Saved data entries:
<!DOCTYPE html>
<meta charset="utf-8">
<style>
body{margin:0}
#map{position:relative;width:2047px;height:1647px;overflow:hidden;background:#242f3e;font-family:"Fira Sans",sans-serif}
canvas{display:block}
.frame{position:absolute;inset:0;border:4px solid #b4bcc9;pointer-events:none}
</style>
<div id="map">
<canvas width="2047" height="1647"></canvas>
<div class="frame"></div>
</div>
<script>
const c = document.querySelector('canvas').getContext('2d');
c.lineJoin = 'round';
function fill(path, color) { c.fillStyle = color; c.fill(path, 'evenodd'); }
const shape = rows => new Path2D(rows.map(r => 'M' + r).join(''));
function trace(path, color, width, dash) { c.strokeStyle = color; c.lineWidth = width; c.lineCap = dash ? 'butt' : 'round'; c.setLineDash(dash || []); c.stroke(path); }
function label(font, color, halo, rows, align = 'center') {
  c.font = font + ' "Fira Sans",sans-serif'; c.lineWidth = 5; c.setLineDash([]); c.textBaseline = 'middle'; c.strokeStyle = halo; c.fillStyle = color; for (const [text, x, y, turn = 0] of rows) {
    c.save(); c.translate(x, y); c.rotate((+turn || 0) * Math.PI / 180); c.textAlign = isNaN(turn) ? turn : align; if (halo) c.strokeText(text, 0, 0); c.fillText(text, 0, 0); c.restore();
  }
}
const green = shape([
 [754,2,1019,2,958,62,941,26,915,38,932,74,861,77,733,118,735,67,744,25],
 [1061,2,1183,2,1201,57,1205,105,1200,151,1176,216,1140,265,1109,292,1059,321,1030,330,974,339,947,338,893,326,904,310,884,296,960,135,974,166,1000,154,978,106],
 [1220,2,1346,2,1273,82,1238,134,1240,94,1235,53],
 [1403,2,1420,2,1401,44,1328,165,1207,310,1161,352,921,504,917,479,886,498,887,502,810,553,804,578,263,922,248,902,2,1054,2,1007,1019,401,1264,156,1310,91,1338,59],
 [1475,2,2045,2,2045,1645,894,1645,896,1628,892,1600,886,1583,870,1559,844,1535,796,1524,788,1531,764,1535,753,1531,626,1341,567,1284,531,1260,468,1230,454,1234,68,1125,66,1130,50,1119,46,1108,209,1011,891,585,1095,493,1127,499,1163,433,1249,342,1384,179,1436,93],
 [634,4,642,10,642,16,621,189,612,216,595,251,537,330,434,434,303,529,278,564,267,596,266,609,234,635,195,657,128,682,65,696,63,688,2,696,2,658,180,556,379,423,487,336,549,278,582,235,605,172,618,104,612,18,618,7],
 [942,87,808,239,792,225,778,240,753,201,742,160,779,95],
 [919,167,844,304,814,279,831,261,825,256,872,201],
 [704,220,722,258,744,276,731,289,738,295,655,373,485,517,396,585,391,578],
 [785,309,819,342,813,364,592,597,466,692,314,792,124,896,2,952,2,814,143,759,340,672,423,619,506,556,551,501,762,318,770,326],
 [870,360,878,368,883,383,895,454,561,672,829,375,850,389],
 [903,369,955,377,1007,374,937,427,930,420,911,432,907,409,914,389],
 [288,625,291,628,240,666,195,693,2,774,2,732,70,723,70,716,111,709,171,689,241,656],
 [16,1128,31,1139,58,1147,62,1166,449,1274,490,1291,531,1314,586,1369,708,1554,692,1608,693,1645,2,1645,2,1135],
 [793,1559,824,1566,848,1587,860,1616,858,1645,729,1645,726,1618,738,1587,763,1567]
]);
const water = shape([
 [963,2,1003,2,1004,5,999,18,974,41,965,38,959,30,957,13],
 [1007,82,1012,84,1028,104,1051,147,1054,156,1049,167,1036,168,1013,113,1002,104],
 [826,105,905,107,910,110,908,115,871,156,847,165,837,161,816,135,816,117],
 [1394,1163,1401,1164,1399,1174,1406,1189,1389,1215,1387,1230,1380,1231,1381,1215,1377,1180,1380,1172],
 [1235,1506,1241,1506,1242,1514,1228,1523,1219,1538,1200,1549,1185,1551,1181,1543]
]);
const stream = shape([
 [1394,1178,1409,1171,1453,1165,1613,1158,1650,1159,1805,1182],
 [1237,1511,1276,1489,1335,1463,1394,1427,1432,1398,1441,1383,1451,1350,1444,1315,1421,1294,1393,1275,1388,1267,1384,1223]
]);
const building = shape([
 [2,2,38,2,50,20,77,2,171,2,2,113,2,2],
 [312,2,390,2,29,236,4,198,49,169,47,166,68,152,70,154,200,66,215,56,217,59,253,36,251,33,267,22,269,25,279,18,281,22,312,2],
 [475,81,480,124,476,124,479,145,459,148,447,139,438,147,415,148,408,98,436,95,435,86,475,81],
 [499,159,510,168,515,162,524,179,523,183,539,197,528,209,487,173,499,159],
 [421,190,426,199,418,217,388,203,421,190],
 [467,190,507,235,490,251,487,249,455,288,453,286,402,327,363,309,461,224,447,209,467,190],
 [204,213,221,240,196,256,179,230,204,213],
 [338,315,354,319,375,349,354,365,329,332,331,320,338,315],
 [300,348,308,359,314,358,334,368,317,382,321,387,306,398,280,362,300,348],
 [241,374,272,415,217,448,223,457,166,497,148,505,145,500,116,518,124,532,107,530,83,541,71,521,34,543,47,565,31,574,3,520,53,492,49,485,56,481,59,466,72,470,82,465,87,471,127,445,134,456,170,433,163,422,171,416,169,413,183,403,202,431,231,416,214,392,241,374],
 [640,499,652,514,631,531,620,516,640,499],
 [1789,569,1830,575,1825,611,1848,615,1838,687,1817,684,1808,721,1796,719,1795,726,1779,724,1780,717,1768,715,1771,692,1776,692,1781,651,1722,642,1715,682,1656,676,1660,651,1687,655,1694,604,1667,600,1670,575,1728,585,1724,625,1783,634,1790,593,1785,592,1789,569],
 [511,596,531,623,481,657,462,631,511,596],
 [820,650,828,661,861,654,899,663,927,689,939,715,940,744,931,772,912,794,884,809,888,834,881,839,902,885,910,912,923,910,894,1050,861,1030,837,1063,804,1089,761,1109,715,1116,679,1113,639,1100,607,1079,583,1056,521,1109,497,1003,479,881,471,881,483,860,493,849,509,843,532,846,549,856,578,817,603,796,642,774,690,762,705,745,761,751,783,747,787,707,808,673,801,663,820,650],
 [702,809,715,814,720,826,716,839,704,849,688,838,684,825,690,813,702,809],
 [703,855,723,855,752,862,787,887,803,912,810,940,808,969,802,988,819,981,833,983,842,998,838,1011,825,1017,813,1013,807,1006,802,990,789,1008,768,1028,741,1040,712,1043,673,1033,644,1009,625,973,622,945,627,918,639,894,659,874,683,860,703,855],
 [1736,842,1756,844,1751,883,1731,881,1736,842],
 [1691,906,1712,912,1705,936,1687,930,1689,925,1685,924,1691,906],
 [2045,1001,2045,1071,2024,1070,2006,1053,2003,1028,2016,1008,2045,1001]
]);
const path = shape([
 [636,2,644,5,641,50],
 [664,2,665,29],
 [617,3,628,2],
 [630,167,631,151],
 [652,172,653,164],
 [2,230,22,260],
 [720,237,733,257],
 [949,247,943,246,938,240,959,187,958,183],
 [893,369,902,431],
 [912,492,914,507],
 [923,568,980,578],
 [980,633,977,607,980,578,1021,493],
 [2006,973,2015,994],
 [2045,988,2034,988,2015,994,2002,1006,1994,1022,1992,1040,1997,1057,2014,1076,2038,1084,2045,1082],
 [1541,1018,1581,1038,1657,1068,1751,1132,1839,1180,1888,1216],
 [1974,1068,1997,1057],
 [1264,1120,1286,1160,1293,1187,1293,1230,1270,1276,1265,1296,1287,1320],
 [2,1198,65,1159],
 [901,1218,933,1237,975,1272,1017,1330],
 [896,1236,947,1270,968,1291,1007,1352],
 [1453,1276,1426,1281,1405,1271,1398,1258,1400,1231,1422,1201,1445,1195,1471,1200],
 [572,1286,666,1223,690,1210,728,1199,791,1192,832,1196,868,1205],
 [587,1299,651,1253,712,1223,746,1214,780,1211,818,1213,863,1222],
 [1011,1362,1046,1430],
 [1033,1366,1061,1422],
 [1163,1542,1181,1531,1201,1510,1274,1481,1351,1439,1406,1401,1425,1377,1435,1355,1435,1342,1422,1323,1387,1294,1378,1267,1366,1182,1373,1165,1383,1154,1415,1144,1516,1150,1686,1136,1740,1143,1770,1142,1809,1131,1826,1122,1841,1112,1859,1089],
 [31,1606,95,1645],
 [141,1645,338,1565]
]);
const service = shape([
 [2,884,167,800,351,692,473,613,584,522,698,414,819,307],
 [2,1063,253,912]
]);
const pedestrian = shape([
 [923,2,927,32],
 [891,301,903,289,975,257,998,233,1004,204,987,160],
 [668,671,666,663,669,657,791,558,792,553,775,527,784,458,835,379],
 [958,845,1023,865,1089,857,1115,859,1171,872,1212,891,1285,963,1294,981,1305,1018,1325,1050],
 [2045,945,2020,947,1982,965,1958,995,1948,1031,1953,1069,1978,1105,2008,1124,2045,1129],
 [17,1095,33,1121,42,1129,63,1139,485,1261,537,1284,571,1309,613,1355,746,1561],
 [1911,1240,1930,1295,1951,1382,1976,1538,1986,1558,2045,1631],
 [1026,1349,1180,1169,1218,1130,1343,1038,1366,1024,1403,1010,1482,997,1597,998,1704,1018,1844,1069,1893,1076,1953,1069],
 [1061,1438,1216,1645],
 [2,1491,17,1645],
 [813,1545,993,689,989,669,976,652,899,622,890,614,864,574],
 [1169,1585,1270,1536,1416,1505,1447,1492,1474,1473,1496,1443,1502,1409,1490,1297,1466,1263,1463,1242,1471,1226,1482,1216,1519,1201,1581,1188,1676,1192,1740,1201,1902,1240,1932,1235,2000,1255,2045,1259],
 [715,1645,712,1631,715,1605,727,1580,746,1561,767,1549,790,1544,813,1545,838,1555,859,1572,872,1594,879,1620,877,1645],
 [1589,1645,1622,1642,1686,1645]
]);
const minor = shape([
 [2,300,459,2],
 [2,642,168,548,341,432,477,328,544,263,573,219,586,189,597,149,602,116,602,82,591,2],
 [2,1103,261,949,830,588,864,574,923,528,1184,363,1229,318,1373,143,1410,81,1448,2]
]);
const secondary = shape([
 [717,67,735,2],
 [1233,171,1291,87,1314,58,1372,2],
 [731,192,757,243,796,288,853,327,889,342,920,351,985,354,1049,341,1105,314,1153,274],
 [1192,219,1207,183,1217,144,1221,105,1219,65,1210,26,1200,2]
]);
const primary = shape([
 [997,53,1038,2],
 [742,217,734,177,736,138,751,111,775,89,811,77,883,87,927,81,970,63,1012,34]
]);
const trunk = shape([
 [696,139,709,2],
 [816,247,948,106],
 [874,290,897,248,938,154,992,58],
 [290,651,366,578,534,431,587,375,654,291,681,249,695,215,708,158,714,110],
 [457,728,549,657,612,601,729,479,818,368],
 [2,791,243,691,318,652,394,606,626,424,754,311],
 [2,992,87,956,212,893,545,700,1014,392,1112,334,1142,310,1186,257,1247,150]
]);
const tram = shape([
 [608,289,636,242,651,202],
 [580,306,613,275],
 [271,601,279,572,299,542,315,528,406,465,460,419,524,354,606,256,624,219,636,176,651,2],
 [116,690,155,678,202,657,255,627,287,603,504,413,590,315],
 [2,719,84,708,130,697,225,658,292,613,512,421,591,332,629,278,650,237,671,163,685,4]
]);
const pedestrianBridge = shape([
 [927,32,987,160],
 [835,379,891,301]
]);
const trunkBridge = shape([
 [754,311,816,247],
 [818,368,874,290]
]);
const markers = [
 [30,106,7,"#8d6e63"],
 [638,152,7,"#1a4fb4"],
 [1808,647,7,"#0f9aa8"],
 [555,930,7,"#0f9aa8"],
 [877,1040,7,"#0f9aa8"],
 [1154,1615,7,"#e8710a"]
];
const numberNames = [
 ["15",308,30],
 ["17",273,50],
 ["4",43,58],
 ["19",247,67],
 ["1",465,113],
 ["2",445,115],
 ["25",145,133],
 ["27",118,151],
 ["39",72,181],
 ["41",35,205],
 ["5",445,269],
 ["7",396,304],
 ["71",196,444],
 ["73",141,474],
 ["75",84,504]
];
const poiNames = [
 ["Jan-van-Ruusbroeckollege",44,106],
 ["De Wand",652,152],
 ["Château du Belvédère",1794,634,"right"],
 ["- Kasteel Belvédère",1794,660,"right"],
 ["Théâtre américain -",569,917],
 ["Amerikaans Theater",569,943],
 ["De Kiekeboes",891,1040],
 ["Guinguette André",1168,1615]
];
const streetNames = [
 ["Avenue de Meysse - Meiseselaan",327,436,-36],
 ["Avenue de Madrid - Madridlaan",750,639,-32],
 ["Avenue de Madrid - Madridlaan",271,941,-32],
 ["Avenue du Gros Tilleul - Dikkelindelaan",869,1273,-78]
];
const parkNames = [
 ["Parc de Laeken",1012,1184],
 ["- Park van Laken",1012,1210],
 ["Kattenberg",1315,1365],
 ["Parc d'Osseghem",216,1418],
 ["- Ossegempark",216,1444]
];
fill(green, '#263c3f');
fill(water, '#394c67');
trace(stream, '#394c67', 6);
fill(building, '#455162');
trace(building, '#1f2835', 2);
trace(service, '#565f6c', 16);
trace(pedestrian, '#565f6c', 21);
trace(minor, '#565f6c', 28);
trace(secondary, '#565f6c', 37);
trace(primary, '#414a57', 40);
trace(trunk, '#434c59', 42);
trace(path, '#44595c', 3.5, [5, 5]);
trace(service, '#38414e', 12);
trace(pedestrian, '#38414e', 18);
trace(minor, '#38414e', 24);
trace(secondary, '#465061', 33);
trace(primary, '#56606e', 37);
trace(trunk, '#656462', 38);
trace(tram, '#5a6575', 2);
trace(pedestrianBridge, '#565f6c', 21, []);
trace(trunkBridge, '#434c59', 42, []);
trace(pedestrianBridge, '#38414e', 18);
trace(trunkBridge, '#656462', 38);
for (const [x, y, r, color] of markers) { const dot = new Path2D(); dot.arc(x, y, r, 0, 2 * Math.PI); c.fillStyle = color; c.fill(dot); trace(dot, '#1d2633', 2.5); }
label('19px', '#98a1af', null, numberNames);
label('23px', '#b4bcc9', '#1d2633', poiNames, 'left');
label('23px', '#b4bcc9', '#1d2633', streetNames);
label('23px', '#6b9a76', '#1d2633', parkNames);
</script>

* What you should do:
The first line of the records and every line down to the line with "function fill(path, color)" must be quoted exactly; leave out all else.

* Expected answer:
<!DOCTYPE html>
<meta charset="utf-8">
<style>
body{margin:0}
#map{position:relative;width:2047px;height:1647px;overflow:hidden;background:#242f3e;font-family:"Fira Sans",sans-serif}
canvas{display:block}
.frame{position:absolute;inset:0;border:4px solid #b4bcc9;pointer-events:none}
</style>
<div id="map">
<canvas width="2047" height="1647"></canvas>
<div class="frame"></div>
</div>
<script>
const c = document.querySelector('canvas').getContext('2d');
c.lineJoin = 'round';
function fill(path, color) { c.fillStyle = color; c.fill(path, 'evenodd'); }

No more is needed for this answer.